Exercise instructions: Your answer should be the lines of the data below that contain "canvas".
START Input for this task
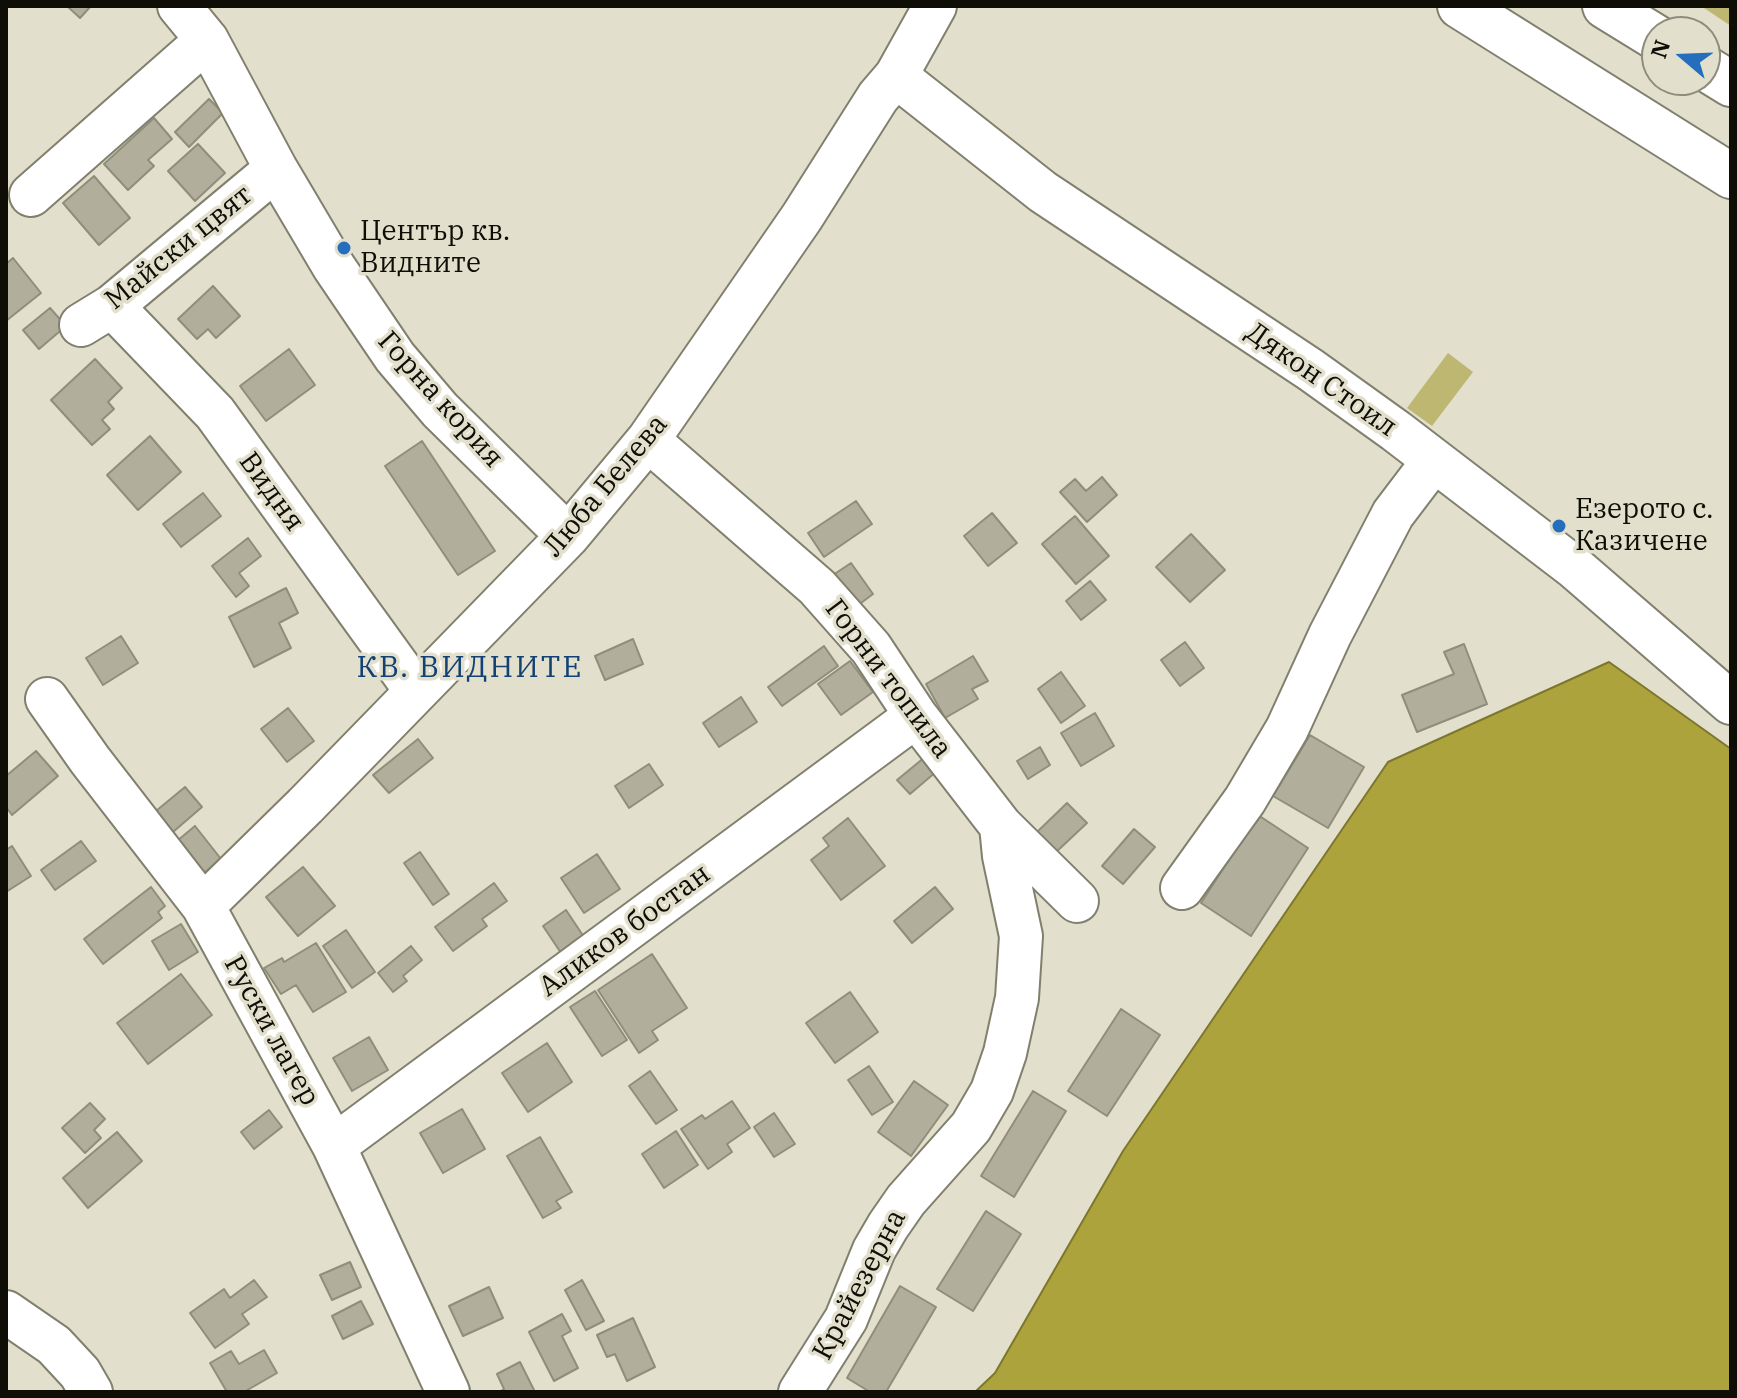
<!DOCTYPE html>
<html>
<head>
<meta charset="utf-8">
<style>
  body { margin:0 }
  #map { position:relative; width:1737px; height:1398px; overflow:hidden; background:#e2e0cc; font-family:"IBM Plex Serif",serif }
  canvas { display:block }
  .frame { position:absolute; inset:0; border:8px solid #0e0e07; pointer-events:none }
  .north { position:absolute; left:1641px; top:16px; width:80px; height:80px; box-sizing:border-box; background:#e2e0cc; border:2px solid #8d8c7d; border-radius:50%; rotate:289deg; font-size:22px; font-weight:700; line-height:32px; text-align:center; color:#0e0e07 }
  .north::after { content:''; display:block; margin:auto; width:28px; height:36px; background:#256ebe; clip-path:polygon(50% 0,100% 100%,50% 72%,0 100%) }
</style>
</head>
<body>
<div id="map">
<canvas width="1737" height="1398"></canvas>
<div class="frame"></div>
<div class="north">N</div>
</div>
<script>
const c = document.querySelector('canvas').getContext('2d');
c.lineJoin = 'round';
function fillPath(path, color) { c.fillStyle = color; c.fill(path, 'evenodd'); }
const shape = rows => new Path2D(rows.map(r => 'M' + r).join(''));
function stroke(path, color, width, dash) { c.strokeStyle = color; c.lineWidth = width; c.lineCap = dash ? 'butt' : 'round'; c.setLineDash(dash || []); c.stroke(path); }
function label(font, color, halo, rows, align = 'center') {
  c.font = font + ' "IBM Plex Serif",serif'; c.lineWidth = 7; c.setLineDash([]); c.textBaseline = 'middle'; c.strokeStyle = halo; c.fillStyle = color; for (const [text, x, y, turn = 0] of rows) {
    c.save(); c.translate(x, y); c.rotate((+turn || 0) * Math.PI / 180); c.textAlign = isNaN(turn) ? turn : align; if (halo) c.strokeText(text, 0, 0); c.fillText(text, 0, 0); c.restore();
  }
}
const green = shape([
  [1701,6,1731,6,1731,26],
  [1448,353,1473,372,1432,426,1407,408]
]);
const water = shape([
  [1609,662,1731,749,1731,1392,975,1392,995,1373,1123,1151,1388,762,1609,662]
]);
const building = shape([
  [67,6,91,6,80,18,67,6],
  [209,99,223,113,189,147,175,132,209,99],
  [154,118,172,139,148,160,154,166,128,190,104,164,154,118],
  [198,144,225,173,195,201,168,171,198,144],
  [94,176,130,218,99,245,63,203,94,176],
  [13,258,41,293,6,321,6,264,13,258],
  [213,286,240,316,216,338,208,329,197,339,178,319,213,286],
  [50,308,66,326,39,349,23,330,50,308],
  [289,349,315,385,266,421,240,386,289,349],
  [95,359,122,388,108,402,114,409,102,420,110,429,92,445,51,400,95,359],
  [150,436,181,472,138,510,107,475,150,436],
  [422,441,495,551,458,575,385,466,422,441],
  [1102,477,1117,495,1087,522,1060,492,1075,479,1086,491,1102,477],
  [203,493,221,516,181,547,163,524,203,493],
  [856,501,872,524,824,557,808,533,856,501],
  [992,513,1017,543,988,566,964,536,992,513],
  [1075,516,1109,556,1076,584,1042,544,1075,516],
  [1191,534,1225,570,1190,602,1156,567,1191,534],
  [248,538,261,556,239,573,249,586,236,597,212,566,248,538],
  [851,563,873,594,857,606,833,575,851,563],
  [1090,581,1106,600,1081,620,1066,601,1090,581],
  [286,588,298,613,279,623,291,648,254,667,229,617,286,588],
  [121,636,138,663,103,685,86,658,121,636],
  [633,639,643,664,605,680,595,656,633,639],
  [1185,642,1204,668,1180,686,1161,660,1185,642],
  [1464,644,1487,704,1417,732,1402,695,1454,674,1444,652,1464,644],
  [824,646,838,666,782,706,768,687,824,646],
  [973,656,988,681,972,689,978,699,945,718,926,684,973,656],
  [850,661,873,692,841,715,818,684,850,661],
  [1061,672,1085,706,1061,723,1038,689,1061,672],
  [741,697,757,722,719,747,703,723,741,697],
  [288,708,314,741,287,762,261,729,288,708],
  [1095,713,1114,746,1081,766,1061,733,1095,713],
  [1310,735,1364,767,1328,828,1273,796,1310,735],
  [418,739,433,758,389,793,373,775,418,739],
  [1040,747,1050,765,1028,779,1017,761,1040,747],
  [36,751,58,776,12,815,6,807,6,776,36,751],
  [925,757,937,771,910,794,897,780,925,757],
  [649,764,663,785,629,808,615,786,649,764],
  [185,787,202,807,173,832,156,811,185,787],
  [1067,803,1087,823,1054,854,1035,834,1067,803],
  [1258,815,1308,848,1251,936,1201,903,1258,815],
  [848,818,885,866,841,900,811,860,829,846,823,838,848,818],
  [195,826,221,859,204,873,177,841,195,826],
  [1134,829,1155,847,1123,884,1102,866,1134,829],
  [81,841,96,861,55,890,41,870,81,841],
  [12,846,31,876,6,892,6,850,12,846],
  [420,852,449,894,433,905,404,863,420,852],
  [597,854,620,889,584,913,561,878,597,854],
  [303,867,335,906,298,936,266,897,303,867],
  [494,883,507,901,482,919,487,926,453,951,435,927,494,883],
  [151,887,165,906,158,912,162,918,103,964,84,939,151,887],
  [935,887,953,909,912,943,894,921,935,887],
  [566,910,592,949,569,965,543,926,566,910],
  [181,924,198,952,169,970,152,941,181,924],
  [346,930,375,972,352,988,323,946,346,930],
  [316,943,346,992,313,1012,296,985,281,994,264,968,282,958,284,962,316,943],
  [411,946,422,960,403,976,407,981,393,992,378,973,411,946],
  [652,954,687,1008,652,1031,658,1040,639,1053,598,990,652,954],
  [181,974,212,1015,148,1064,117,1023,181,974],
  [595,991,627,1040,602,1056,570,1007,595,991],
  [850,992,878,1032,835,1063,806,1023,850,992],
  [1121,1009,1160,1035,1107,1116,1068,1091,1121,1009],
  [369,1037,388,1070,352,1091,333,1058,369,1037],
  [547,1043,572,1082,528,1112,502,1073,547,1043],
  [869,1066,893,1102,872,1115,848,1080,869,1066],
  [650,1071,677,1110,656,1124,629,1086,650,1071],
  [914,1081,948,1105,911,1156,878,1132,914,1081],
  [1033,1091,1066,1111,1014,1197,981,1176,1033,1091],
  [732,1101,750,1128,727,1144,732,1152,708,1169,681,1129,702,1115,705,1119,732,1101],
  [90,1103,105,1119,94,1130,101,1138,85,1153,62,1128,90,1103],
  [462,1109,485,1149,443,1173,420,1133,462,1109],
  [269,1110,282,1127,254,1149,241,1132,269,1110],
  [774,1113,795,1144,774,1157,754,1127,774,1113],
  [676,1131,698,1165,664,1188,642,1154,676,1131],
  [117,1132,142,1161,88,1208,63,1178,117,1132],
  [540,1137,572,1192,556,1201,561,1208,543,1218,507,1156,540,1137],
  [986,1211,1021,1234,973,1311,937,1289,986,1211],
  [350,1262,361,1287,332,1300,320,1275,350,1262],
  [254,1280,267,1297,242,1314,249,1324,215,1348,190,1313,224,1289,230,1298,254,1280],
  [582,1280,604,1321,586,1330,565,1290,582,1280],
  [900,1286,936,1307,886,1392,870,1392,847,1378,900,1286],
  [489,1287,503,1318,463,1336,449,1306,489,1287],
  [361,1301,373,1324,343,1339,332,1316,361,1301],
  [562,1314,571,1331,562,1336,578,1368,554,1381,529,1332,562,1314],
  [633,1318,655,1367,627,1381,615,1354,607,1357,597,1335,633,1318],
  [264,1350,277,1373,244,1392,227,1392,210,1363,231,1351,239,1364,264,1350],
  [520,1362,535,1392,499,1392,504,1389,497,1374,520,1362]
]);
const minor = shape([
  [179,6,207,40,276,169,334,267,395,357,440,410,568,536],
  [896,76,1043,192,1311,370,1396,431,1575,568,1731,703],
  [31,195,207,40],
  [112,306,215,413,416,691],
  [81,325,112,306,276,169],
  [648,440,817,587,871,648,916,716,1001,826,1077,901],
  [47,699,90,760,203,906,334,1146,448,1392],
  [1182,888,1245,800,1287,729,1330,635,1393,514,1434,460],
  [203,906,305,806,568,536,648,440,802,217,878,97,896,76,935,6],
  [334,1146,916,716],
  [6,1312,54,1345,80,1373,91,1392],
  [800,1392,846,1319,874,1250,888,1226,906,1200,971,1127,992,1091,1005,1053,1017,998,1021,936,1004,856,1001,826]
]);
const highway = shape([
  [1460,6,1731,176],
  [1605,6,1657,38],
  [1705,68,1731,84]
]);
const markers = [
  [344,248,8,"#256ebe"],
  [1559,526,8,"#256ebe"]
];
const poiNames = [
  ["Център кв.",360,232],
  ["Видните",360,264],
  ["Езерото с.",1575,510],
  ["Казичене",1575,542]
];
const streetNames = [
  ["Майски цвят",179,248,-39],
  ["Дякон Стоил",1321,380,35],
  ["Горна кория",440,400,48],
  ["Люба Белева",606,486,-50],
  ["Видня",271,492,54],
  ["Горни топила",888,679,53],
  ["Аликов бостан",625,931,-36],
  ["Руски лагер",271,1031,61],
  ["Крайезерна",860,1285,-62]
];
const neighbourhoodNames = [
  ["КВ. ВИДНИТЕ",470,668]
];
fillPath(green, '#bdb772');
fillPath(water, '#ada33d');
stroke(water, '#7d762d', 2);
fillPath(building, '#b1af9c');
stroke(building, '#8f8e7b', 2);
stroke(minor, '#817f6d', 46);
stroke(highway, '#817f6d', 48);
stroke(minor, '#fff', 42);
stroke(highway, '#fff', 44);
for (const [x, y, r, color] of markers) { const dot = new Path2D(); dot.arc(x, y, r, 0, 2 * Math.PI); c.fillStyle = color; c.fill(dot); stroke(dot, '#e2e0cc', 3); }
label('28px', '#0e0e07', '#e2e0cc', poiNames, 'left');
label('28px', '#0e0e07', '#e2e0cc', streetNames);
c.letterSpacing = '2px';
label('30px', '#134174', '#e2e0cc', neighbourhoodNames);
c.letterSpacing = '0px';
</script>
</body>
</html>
END Input for this task
Result of this task:
  canvas { display:block }
<canvas width="1737" height="1398"></canvas>
const c = document.querySelector('canvas').getContext('2d');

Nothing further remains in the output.